In my view, applying the factors set forth in Emergent Capital and Wright, Brown’s “reliance” is not only not reasonable, it is virtually non-existent beyond the fact that Vaughn made the representations to him — a fact which by itself is simply not sufficient as a matter of law.
The record here demonstrates that Brown, by his own statement, was a sophisticated businessman who founded a marketing research firm that he sold for $22 million. He had a great deal of prior investment experience, multiple brokerage accounts, and the ability to assess risk. Importantly, he had substantial prior experience with private placement investments which demonstrated his knowledge of their high risk profile. [See Brown 8/30/04 Dep., pp. 24-30.] He testified that before making private placement investments he consulted with both his attorney and his accountant. He also testified that before investing in Earthboard he consulted with two of his financial advisors. He had no prior business relationship with Defendant Vaughn; the two had only a friendly relationship based on Indiana basketball and occasional golf outings, and the few times they dined together with their families.

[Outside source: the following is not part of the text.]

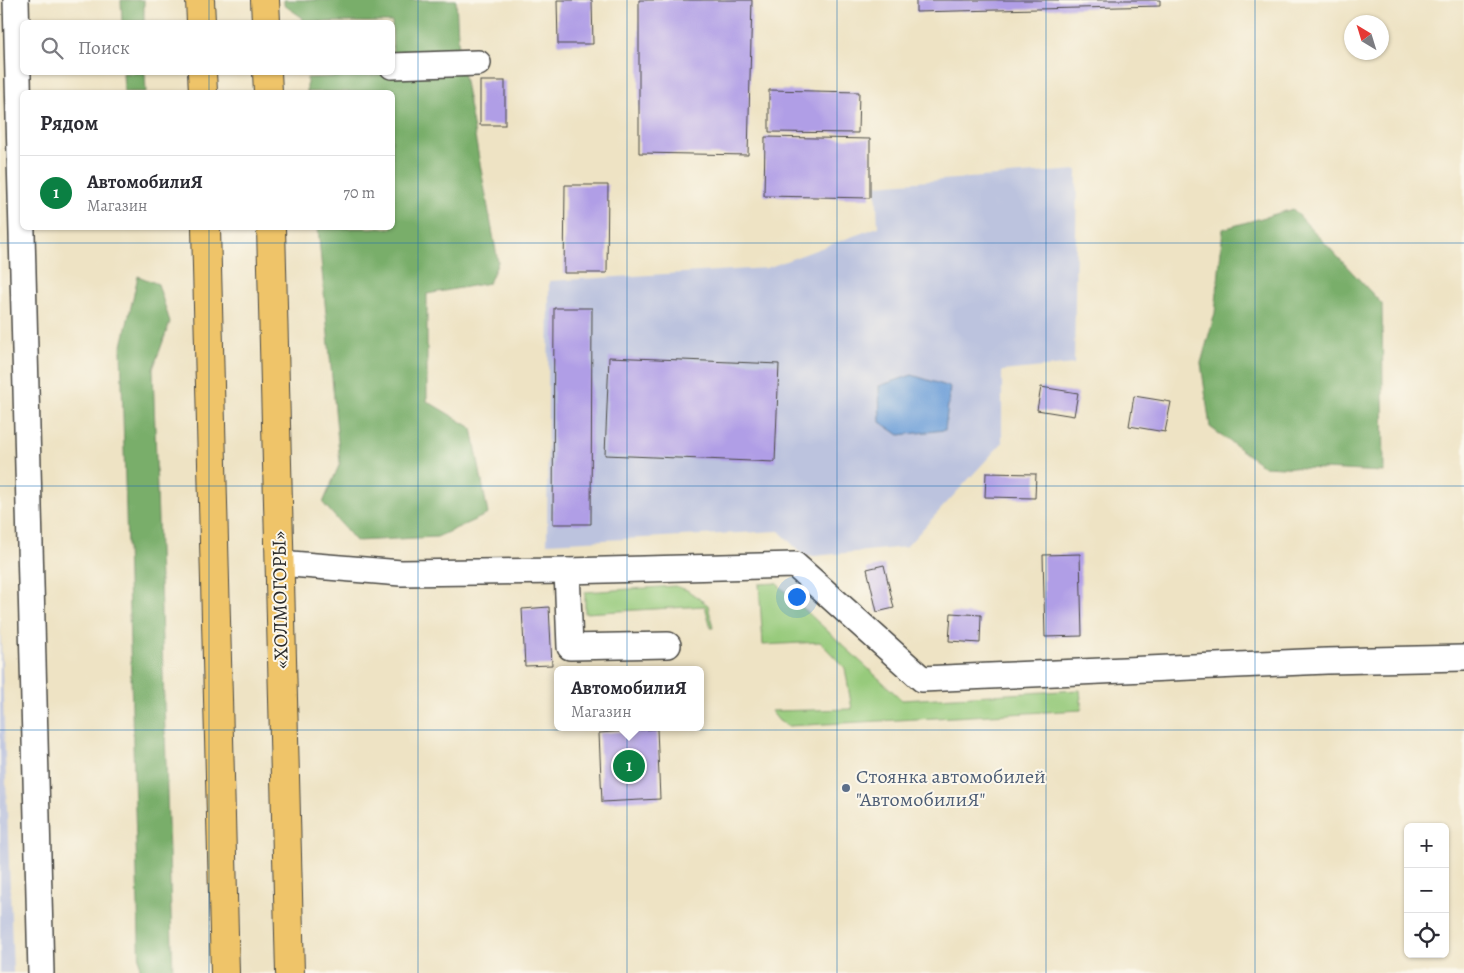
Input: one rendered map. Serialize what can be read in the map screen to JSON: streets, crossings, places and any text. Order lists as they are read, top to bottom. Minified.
{"streets":{"highway":["«ХОЛМОГОРЫ»"]},"places":["Стоянка автомобилей \"АвтомобилиЯ\""],"north":"top left","page":{"search":"Поиск","heading":"Рядом","list":[{"mark":"1","name":"АвтомобилиЯ","note":"Магазин","value":"70 m"}],"popup":["АвтомобилиЯ","Магазин"],"pins":"1","map_buttons":["+","−"]}}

*924Brown admitted in his deposition that he knew that none of Vaughn’s information about Earthboard was firsthand, that Vaughn was not personally involved in any merger negotiations, and that Vaughn was simply reporting what Jeffreys had told him. [See Brown 10/19/04 Dep., pp. 129-30.] Brown further admitted that he had access to any information about Earth-board that he wanted and that neither Vaughn nor anybody else prevented him from investigating Earthboard. Id. pp. 159-62. Where a plaintiff has equal access to information but simply fails to inquire for himself, his claimed reliance is not reasonable or justifiable. See Aschinger v. Columbus Showcase Co., 934 F.2d 1402, 1410-11 (6th Cir.1991), citing Dupuy v. Dupuy 551 F.2d 1005, 1014 (5th Cir.1977) (“[o]nly those who have pursued their own interests with care and good faith should qualify for the judicially created private 10b-5 remedies.”) This should certainly be even more true for a sophisticated investor such as Brown.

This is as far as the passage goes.